How to Get Feedback Data You Can Use
Focus group participants should provide you with qualitative, directional information regarding your business, such as:
- from where they currently buy product categories that you carry;
- what they need and expect from you;
- other products to consider offering;
- page layout ideas; and
- what they want to see in terms of product copy, especially as it relates to helping buyers determine which products to purchase.
What can you expect to hear from focus groups of your customers? Following are examples of what we sometimes hear from them:
- “There just isn’t anything I want to buy.”
- “I’ve ordered from them before, and the colors aren’t true to what’s in the catalog.”
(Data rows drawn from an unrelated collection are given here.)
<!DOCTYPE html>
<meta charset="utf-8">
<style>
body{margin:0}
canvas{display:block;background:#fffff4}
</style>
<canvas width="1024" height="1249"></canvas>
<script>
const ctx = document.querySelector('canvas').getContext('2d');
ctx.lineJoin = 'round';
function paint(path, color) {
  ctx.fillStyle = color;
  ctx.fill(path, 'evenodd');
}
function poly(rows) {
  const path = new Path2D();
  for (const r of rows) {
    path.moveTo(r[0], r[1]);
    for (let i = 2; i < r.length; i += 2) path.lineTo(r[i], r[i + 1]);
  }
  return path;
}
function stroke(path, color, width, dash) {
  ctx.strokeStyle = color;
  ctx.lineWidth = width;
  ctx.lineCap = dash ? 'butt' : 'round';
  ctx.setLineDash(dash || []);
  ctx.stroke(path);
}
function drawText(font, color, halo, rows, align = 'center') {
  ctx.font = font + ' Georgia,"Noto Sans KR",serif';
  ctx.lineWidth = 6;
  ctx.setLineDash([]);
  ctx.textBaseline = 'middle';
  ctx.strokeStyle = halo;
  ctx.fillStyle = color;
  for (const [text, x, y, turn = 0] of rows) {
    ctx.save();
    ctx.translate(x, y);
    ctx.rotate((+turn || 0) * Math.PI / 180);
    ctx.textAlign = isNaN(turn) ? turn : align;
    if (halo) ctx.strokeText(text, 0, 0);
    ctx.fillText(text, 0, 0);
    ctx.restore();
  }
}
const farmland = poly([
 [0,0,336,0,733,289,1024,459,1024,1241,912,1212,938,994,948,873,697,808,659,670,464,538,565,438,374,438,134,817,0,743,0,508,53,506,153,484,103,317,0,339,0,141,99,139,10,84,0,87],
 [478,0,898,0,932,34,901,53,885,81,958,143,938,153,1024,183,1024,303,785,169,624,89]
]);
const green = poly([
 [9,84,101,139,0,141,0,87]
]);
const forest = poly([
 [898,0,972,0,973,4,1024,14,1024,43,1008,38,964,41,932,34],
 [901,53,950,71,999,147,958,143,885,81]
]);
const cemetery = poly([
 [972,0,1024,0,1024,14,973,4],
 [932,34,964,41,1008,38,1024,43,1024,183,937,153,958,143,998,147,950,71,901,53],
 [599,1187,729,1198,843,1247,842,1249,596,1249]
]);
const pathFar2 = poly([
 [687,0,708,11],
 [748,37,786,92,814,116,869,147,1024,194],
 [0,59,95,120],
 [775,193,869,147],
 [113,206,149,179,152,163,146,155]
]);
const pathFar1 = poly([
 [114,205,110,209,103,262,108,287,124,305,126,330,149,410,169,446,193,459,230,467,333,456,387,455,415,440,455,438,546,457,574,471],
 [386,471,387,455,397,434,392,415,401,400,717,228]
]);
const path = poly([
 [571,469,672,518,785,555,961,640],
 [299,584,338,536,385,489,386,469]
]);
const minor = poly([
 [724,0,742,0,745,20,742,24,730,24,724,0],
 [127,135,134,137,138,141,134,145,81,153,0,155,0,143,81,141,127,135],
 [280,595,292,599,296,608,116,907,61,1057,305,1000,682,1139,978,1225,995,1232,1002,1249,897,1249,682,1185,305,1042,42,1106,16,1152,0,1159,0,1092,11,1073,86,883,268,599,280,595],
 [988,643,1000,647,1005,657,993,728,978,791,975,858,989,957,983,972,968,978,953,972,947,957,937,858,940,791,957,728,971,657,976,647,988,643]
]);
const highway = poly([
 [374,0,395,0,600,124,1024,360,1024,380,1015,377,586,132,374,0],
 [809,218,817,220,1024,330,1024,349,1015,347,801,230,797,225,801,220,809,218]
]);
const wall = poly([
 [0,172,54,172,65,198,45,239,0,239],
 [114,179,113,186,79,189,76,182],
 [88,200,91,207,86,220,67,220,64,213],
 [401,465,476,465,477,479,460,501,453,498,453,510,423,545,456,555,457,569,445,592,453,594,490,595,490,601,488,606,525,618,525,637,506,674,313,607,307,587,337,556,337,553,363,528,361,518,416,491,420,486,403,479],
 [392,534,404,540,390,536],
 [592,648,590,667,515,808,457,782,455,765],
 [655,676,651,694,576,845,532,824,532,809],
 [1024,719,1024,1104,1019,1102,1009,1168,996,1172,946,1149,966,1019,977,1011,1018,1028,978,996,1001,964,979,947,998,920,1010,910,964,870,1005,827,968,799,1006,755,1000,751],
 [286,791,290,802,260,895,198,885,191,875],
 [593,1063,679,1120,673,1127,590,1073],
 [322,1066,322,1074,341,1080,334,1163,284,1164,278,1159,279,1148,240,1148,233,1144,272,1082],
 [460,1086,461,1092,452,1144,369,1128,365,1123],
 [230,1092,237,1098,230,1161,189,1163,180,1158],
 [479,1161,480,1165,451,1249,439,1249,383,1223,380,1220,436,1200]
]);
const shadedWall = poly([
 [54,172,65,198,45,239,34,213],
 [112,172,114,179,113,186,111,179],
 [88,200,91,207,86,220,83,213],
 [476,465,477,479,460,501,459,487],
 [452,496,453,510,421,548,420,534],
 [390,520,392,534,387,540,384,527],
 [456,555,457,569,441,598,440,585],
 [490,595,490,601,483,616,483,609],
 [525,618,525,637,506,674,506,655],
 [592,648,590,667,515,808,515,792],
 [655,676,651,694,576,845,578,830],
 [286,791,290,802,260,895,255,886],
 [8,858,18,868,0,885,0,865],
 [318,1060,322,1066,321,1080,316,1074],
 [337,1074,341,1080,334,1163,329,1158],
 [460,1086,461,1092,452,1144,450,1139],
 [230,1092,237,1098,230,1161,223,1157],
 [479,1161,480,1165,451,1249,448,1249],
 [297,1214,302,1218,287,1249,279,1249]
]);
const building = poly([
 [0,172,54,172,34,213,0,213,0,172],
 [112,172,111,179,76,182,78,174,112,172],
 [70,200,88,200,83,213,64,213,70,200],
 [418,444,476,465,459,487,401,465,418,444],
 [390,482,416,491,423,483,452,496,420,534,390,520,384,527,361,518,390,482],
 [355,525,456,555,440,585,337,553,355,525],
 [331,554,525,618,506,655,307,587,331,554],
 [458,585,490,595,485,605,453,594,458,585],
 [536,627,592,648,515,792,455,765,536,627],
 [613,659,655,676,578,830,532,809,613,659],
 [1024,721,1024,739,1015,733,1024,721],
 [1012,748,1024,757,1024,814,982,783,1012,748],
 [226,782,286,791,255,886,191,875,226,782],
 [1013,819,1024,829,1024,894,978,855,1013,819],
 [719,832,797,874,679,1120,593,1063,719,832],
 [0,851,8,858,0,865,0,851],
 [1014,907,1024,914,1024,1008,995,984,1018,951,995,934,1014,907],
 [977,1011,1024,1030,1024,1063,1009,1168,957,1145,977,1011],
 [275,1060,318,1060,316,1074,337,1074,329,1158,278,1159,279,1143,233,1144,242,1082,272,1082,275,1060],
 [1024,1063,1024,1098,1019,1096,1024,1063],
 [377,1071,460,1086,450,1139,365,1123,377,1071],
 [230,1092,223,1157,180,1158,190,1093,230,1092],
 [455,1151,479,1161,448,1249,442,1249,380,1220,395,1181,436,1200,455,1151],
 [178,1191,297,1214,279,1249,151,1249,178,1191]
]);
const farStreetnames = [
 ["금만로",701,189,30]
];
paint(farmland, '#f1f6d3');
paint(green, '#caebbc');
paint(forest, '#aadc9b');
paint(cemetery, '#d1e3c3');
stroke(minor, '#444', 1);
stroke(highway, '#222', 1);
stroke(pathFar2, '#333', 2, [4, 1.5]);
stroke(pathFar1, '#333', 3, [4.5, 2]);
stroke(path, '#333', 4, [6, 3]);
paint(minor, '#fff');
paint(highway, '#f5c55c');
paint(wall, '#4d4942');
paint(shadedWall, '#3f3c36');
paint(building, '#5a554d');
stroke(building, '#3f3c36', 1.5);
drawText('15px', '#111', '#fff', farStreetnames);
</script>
- “I didn’t expect the fabric to be what it was, based on the description and photos.”
The objective of focus groups is to gather qualitative, directional information. Since they’re qualitative in nature, they’re usually followed up by a form of quantitative research such as the following.
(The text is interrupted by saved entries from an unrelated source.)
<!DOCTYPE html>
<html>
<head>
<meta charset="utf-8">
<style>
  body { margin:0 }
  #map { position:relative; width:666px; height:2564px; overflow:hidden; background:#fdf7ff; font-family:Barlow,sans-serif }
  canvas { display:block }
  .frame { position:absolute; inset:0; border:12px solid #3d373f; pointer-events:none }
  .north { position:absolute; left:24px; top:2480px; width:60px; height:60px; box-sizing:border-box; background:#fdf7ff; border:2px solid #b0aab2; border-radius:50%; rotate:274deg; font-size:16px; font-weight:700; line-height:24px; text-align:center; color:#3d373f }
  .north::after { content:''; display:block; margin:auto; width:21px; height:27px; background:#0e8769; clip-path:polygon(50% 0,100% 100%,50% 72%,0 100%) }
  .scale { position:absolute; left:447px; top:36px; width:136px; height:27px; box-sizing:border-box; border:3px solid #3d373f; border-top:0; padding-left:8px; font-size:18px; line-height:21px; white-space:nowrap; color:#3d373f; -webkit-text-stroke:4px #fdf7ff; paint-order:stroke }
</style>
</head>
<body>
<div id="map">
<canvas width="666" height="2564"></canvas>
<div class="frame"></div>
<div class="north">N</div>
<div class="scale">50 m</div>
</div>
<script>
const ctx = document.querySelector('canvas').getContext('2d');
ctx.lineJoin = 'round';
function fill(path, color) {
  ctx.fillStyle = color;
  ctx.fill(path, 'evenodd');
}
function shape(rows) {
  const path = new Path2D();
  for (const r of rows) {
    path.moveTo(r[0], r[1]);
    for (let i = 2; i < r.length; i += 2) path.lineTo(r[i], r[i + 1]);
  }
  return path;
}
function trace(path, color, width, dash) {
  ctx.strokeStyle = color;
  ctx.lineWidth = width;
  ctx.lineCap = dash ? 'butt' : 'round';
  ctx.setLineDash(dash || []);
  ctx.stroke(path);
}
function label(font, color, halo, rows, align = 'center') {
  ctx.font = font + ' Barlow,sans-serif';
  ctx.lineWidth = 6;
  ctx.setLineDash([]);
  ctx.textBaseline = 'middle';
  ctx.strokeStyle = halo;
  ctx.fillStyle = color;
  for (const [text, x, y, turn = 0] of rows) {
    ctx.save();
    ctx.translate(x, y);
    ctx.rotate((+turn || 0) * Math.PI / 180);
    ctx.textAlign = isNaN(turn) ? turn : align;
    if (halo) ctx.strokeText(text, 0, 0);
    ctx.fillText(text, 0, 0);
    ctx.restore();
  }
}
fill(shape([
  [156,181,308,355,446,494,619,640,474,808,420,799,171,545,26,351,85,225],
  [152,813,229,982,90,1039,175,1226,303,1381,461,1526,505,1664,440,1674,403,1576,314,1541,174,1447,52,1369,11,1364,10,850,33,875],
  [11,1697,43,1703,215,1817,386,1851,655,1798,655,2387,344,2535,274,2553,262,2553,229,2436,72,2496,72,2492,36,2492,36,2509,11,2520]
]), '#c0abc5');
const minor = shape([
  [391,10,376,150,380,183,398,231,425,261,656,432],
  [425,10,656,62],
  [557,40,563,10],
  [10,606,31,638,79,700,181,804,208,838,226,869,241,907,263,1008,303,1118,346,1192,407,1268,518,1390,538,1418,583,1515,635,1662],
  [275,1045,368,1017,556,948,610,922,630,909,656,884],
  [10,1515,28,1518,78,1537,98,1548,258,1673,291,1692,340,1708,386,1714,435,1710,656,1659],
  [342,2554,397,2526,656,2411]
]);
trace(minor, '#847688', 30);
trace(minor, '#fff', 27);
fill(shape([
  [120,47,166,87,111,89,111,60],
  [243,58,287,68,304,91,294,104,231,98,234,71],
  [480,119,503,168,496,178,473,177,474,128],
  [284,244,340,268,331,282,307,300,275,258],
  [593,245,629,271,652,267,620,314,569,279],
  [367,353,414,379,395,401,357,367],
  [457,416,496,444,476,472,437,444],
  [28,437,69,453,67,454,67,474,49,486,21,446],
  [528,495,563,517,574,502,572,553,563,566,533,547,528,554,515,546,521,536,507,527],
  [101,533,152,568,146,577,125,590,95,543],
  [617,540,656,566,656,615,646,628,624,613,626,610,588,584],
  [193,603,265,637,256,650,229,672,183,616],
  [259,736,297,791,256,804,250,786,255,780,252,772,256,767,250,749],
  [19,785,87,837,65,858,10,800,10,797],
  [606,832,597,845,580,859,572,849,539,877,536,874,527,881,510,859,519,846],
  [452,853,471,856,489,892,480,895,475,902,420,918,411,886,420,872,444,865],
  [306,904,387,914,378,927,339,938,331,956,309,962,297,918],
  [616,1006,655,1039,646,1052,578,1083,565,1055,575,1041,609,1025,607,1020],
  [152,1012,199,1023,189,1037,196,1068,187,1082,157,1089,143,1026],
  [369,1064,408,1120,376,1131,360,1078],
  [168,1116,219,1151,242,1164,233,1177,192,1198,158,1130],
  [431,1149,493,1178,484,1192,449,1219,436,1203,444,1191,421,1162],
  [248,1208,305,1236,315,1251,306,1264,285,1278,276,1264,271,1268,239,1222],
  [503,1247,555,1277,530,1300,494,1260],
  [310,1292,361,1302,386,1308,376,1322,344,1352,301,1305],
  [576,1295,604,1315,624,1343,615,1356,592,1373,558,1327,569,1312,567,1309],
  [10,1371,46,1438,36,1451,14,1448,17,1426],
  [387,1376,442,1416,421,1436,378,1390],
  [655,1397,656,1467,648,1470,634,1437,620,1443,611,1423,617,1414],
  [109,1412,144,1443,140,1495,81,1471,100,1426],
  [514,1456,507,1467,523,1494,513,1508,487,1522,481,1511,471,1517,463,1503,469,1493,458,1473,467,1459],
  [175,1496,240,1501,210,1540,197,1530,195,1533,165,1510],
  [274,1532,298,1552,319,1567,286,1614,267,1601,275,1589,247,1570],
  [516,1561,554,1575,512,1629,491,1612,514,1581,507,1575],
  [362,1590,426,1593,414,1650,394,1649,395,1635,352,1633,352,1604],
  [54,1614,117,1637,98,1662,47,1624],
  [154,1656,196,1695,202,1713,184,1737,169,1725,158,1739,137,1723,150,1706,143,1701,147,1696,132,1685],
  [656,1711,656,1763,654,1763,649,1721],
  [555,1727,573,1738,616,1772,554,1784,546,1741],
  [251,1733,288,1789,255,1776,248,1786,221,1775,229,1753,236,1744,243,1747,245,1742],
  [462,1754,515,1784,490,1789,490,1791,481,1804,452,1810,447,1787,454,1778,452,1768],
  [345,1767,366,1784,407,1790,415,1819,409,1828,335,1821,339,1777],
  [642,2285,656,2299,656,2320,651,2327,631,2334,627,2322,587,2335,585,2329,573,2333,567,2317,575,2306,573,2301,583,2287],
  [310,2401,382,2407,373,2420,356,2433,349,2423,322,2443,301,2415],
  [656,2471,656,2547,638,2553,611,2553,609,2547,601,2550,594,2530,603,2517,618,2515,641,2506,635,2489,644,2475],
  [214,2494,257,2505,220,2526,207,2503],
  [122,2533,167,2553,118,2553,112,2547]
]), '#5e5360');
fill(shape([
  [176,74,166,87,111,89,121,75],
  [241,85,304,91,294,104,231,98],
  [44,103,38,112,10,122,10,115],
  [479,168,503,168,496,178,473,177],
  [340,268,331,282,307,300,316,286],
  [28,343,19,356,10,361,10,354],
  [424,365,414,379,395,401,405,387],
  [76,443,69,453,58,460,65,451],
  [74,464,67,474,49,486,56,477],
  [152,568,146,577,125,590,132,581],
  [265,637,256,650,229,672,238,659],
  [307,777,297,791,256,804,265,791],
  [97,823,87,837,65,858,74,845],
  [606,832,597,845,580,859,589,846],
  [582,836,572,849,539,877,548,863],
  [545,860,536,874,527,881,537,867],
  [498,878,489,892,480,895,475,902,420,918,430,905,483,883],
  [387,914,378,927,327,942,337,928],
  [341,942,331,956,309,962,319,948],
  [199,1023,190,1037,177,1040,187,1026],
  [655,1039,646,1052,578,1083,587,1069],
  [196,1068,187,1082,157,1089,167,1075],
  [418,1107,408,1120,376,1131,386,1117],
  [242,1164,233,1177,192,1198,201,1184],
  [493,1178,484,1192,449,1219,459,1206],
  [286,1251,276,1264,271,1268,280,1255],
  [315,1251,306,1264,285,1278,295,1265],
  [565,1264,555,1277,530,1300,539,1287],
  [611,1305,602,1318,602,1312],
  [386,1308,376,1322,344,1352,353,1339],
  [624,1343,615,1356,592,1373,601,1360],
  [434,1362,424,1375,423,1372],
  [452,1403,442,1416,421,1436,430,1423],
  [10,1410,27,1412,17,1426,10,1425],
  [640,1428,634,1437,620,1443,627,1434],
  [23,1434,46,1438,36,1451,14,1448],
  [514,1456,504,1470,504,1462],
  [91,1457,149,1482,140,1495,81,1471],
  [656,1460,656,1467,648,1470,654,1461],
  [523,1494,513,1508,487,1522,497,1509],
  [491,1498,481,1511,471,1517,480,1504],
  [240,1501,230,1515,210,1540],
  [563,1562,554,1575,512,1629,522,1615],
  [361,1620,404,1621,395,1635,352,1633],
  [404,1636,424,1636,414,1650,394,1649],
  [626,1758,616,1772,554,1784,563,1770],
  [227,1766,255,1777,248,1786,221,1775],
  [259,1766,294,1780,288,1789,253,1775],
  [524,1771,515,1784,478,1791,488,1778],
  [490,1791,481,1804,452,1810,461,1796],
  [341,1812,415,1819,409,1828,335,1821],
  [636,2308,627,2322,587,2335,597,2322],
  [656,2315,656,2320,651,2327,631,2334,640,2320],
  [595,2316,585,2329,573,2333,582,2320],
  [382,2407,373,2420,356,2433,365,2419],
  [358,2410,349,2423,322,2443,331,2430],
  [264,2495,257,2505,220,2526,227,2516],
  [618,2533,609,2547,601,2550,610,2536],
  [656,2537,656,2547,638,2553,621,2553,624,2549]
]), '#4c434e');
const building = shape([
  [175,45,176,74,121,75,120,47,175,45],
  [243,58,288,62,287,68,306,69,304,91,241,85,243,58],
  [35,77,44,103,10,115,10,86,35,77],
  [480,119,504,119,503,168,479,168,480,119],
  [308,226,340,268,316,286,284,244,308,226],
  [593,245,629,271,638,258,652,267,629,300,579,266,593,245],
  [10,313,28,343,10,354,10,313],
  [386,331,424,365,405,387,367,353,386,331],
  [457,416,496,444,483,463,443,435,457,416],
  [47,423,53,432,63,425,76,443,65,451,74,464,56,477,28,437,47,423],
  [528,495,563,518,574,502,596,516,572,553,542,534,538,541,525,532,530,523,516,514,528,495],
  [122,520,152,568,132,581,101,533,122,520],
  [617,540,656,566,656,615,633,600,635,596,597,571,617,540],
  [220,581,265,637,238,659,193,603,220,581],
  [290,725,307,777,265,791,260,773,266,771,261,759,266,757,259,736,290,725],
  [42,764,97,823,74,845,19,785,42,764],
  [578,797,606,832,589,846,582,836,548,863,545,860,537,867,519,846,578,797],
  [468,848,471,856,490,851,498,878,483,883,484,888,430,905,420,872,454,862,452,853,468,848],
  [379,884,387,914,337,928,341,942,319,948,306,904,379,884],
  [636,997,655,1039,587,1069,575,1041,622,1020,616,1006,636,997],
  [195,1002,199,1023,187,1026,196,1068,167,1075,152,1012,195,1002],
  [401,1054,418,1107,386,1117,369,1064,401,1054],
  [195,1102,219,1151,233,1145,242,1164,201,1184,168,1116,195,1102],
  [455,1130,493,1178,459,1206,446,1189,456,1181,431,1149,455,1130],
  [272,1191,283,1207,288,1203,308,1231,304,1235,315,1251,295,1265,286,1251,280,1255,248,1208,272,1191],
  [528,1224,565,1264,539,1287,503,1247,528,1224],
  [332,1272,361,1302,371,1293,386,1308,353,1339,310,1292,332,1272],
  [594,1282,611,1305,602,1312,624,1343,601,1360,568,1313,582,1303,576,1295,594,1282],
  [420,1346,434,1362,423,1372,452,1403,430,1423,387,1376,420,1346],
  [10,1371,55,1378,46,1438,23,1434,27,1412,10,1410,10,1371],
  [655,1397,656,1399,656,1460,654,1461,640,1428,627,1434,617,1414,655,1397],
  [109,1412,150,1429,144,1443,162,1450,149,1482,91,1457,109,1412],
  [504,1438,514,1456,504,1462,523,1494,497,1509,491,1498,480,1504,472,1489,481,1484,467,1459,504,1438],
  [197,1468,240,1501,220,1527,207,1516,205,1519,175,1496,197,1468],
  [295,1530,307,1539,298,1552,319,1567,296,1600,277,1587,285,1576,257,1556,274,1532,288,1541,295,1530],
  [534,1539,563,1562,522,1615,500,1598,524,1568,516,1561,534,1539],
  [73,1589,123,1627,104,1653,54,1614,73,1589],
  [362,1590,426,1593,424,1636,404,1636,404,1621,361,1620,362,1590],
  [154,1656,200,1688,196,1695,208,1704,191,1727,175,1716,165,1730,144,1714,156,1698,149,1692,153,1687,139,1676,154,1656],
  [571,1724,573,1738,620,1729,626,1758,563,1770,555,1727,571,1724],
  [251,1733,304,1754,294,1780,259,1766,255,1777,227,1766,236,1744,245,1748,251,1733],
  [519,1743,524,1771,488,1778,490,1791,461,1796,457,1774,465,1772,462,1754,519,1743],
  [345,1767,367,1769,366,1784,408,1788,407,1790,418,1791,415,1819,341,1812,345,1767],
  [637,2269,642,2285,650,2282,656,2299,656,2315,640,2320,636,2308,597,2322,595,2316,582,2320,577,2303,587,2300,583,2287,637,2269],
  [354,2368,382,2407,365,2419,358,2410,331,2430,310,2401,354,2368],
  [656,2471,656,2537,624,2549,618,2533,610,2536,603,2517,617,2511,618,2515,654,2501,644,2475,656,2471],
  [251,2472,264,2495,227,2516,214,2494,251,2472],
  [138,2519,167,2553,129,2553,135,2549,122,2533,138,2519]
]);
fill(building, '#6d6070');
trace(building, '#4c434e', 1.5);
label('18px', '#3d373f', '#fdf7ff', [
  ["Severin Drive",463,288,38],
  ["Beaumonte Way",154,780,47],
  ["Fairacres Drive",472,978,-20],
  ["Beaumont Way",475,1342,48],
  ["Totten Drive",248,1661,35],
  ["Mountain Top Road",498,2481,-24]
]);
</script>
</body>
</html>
2. Phone surveys offer the opportunity to speak with many customers, get detailed data and control the number of completed surveys by client segment. The latter is important for data analysis from varying customer segments. For this type of quantitative research, we generally request the catalog client give us its best buyers and lapsed customers, whom we then call.
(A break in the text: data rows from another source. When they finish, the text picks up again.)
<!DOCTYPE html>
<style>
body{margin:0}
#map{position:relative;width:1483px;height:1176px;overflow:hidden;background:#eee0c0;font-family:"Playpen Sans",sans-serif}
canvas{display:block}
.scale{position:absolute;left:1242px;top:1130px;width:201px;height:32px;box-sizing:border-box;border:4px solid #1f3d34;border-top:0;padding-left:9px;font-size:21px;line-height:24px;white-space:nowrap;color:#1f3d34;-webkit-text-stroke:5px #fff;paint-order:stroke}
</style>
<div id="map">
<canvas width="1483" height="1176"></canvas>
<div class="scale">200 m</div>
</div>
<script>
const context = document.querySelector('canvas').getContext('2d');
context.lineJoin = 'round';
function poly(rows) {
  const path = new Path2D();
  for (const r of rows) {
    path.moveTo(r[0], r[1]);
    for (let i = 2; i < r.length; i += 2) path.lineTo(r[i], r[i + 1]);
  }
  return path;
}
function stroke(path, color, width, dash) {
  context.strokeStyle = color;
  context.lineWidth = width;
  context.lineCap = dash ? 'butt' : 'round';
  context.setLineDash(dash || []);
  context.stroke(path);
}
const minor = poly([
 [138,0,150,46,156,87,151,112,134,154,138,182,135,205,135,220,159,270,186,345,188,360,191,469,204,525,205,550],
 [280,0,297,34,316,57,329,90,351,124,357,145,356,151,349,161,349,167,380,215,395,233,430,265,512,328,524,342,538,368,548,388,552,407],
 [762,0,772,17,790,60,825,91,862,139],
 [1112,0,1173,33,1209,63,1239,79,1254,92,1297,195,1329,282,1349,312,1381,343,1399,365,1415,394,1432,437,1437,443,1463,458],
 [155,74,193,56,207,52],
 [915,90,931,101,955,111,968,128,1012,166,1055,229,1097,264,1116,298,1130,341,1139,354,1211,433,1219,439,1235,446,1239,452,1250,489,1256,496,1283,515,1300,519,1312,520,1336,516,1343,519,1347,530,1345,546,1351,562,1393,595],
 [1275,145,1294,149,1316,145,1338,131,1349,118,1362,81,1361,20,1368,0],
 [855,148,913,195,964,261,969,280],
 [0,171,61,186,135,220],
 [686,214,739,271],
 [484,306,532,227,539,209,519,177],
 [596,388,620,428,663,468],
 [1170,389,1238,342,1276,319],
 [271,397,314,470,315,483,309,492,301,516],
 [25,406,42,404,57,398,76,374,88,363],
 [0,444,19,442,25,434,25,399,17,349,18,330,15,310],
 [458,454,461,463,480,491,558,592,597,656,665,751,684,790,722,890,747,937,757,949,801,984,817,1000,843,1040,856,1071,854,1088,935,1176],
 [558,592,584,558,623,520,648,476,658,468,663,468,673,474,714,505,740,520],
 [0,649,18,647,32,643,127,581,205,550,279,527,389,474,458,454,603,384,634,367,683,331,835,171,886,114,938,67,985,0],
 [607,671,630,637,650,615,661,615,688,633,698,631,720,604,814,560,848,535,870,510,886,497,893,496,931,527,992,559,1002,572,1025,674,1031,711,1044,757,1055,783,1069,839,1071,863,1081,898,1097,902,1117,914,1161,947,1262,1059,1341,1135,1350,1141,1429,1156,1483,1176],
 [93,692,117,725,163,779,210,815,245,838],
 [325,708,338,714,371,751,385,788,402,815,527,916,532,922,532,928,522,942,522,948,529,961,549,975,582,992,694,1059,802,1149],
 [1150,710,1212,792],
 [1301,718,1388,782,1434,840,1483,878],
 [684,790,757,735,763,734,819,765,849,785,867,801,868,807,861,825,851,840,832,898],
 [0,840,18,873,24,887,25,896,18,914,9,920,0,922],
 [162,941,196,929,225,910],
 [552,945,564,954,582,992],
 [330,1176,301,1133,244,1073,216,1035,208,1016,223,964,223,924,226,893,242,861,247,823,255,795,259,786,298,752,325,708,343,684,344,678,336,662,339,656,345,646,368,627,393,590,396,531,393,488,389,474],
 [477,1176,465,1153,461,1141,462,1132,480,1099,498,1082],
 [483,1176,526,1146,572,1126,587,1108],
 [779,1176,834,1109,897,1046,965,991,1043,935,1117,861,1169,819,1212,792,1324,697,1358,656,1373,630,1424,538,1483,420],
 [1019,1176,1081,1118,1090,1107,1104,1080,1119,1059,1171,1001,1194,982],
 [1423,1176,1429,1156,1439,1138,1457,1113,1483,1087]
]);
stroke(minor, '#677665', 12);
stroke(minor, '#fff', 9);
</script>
In addition to quantifying the information discovered from focus groups, phone surveys allow us to investigate other issues such as:
- lifecycle of purchases;
- customers’ reasons for buying from the catalog;
- the impact of competitive offers;
- the quality of merchandise and assortment;
- how easy or difficult it was for customers to navigate through and order from the cataloger’s Web site; and
- customer lifestyle and demographic questions.
A good research company will design the telephone questionnaire, conduct the phone surveys, tabulate and analyze the data, and write a final report on its results.